How we got where we are: From TCJA to OBBBA
As applicable to costs incurred in years beginning prior to 2022, Sec. 174 provided that research or experimental (R&E) expenditures could generally be fully expensed or, at the election of the taxpayer, amortized over a period of 60 months, beginning with the month in which the taxpayer first realizes benefits from the expenditures. Further, a taxpayer could elect under Sec. 59(e) to amortize a specified amount of Sec. 174 expenses over a period of 10 years. There was little to no variation in the way states treated these expenses, as federal adjusted gross income or taxable income was the starting point for state income, and there were generally no modifications for Sec. 174. A small number of states, including California, allowed a taxpayer to make a different election than they had made for federal income tax purposes.
In 2022, this all changed as the TCJA provisions took effect. These provisions required that all R&E expenditures be amortized over a period of five or 15 years, depending on whether the activity was performed in or outside the United States, respectively. Because of the varying effective dates of the adoption of the Code across the states, this change was not picked up in every state immediately. This resulted in a map where certain states still allowed full expensing under “old” Sec. 174 as it existed before the TCJA. A limited number of other states, such as Tennessee, that have rolling conformity to any changes to the Code, opted to legislatively decouple and instead adopt Sec. 174 as it existed prior to the TCJA or, as in the case of Indiana, provide a modification to allow a deduction of any otherwise undeducted federal expense.
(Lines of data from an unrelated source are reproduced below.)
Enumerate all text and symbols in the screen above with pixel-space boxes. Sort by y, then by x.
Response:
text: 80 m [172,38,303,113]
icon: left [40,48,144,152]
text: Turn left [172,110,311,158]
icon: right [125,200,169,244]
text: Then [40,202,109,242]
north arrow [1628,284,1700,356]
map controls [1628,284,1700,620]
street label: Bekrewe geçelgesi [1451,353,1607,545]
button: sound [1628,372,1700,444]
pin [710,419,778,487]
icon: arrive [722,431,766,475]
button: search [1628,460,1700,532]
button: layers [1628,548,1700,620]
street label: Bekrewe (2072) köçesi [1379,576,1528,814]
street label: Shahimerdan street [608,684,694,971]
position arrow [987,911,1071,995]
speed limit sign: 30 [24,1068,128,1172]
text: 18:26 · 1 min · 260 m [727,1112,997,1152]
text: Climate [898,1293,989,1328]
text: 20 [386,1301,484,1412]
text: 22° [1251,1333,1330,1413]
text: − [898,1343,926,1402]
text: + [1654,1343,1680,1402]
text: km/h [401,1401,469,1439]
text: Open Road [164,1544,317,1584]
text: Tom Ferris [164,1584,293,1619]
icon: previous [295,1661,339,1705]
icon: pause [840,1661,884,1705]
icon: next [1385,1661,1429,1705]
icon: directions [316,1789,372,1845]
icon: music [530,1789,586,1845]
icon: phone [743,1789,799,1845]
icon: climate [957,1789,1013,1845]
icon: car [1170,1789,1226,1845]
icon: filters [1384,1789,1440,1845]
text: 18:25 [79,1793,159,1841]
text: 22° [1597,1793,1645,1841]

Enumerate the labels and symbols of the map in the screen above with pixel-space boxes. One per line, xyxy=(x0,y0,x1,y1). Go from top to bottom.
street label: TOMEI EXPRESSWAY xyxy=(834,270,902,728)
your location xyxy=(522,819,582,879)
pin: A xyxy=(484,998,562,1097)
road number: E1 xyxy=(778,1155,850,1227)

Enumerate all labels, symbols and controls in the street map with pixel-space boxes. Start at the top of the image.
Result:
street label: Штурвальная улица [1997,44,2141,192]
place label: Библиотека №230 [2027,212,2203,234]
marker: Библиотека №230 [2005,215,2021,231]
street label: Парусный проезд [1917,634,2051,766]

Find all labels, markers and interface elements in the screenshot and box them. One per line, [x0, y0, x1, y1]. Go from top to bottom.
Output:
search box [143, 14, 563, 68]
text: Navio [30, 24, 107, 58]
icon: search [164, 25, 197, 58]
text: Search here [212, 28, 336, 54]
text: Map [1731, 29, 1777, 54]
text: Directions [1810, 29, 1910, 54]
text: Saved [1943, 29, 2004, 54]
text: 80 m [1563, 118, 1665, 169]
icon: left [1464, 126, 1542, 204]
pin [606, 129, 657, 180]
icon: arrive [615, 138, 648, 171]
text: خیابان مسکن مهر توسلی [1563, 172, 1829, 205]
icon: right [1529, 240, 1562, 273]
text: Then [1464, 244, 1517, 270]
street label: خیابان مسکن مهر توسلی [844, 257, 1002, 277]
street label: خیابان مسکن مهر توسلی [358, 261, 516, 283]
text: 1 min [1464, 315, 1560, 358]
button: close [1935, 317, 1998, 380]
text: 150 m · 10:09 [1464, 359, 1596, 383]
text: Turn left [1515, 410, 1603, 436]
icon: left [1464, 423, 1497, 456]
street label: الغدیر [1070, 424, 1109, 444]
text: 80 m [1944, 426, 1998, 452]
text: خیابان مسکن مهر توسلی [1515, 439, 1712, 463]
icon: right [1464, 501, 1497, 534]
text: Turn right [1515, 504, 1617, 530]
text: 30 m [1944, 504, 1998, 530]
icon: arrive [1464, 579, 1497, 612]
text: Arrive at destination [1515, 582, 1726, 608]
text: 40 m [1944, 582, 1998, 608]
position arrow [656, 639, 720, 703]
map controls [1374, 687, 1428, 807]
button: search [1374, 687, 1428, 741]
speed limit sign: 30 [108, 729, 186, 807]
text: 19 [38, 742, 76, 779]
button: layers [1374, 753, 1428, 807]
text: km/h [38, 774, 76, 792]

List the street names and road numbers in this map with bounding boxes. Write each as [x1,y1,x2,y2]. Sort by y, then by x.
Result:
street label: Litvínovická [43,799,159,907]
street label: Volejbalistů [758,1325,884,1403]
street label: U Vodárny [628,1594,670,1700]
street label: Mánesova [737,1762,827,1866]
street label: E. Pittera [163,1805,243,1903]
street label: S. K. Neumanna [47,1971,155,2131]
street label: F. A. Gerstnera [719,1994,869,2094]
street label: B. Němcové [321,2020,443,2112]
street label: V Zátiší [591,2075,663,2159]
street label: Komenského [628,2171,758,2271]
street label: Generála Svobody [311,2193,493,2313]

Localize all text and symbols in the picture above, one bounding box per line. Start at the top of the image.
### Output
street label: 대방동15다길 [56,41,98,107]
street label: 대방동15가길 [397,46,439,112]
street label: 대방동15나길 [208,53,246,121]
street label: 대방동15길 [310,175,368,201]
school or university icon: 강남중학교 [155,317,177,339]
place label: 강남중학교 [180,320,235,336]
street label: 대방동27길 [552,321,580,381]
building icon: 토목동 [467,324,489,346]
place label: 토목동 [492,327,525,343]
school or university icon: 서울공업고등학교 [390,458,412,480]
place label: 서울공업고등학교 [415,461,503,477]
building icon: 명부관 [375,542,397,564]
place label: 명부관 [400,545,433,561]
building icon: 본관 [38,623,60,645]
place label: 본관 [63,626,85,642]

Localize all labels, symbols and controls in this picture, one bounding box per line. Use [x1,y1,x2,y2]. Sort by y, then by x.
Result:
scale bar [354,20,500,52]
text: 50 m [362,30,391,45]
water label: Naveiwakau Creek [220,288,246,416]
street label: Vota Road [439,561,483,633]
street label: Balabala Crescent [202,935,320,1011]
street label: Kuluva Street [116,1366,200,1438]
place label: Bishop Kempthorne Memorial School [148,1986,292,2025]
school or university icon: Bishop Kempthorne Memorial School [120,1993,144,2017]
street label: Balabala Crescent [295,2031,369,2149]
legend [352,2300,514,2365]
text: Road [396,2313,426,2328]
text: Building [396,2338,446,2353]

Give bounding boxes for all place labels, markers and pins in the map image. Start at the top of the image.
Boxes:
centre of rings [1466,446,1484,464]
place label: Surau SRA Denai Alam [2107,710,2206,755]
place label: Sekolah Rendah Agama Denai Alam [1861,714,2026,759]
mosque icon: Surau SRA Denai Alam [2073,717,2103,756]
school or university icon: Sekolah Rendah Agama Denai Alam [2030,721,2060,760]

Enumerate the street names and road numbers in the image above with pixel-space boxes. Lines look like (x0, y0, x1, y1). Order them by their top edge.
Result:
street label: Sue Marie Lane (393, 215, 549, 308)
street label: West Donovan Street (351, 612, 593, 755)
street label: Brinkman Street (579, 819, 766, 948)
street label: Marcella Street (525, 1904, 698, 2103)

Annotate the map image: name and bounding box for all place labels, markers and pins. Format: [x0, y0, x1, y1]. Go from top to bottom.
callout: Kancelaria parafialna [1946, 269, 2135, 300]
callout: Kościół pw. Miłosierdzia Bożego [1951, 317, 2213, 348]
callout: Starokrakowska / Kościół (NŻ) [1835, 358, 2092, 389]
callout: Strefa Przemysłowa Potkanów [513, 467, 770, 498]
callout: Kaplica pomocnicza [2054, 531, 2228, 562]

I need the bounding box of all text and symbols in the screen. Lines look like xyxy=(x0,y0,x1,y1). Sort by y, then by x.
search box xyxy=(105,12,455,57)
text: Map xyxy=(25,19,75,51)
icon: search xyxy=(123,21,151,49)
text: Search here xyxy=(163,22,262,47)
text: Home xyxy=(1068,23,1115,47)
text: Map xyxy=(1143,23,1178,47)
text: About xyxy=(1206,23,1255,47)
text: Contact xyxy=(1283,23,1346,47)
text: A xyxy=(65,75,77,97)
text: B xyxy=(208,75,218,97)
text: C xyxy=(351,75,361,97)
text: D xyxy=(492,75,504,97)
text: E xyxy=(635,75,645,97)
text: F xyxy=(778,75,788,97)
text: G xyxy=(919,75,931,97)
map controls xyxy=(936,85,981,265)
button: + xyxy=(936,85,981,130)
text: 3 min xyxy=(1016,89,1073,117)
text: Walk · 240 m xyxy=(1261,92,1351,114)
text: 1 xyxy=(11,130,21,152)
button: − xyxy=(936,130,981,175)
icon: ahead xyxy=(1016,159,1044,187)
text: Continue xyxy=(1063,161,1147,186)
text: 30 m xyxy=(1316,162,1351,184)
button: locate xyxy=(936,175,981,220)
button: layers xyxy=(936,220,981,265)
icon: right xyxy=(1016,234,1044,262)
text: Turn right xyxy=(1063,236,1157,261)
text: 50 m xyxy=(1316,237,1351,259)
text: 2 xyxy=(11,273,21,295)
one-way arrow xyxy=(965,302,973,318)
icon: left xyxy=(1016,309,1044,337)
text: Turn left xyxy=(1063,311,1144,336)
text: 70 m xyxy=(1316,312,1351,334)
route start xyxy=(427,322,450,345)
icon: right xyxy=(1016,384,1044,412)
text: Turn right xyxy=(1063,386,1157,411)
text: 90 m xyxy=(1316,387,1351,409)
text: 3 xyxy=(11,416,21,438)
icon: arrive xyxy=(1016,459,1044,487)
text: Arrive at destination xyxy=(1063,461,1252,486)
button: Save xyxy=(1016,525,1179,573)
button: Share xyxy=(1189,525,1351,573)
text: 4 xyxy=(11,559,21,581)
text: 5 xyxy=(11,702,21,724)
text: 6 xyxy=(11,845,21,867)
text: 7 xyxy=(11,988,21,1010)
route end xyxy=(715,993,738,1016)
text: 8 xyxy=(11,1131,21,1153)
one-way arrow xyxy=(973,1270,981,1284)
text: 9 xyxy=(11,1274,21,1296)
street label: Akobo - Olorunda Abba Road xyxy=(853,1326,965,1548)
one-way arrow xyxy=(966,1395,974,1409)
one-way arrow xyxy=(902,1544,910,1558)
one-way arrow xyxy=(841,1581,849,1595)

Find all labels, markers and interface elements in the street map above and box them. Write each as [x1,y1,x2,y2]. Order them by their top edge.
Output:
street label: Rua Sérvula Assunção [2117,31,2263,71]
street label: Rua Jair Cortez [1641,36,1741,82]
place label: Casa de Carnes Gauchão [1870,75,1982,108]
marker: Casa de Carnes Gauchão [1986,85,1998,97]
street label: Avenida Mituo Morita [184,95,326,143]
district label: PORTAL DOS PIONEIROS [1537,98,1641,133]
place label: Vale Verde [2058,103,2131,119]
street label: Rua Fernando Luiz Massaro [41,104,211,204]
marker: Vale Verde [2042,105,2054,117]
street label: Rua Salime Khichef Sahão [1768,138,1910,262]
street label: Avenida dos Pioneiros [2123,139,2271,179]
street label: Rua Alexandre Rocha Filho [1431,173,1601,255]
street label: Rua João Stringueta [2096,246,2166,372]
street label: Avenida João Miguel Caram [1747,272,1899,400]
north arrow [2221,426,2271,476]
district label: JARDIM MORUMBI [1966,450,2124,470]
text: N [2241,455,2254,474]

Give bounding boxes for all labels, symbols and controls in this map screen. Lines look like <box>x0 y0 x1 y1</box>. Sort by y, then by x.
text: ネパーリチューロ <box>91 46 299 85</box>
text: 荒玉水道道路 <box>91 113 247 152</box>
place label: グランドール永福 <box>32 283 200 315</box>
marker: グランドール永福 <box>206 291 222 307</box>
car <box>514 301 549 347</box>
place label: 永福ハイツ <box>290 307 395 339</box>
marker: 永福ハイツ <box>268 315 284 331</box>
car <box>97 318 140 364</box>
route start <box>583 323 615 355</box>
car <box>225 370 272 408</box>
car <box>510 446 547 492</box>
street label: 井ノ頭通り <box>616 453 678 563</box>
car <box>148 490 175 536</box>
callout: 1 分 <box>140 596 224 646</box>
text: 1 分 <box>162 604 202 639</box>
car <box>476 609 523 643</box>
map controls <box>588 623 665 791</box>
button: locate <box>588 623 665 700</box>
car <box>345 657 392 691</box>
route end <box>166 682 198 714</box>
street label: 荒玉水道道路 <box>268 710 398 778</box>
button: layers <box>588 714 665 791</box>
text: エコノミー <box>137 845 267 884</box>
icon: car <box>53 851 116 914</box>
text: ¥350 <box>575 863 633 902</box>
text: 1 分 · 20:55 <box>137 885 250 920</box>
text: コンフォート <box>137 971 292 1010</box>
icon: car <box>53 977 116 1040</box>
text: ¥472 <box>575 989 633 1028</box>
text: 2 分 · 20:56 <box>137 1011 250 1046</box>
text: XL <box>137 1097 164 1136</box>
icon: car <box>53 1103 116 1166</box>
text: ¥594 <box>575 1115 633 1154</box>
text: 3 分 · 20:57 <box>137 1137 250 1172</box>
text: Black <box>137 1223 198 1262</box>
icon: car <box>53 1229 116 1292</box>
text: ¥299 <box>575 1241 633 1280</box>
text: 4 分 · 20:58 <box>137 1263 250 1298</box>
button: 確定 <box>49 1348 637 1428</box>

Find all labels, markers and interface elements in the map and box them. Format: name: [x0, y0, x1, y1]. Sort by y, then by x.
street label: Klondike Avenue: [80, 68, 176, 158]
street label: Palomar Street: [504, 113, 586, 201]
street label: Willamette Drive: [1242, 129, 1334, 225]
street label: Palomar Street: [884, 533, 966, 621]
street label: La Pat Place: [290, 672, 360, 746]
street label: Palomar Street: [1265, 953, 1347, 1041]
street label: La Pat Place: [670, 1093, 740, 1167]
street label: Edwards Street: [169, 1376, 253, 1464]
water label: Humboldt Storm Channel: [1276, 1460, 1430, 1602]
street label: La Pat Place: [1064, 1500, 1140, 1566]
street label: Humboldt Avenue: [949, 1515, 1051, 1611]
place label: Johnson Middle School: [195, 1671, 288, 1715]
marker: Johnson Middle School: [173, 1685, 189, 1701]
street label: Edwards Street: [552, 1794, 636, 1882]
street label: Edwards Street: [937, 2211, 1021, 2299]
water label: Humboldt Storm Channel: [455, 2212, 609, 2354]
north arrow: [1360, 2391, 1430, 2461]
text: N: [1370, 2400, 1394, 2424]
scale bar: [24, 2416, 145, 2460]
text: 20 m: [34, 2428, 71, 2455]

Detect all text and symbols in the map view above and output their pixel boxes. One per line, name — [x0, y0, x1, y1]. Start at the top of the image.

Meet the new law, same as the old law (mostly) but in a new fiscal reality
Just three years after the rules described above began to take effect, the OBBBA reversed course with respect to domestic expenditures. The law added Sec. 174A to the Code, which is similar to the pre–TCJA version of Sec. 174: allowing full expensing unless the taxpayer elects to amortize over a period of not less than 60 months, but only for domestic R&E expenditures. Foreign R&E expenditures must still be amortized over 15 years under Sec. 174. This raised the question as to what was to be done with domestic R&E expenditures that taxpayers have been amortizing for the past three years. Congress enacted a transition rule that allowed taxpayers to elect to claim the benefit of the unclaimed amortization over a one– or two–year period through a catch–up deduction (OBBBA §70302(f)(2)(A)). This immediately poses two conformity questions: (1) Will states allow the full expensing rules of new Sec. 174A or pre–TCJA Sec. 174 or keep/adopt the five–year amortization rule of TCJA Sec. 174? And (2) will states allow the catch–up deduction?
At the starting line of what will likely prove to be a multiyear process, the answer was that states with rolling conformity to the Code would follow them, and states with fixed–date conformity would not. However, the months since adoption of the OBBBA have already seen a trend of decoupling, even in states that have historically hewn closely to the federal rules. For example, Pennsylvania adopted H.B. 416 as Act 45 of 2025, which requires five–year amortization for domestic expenses and disallows the catch–up deduction, requiring that prior expenses continue to be amortized. Delaware enacted H.B. 255, which will prospectively follow the treatment under Sec. 174A but will not allow the catch–up deduction.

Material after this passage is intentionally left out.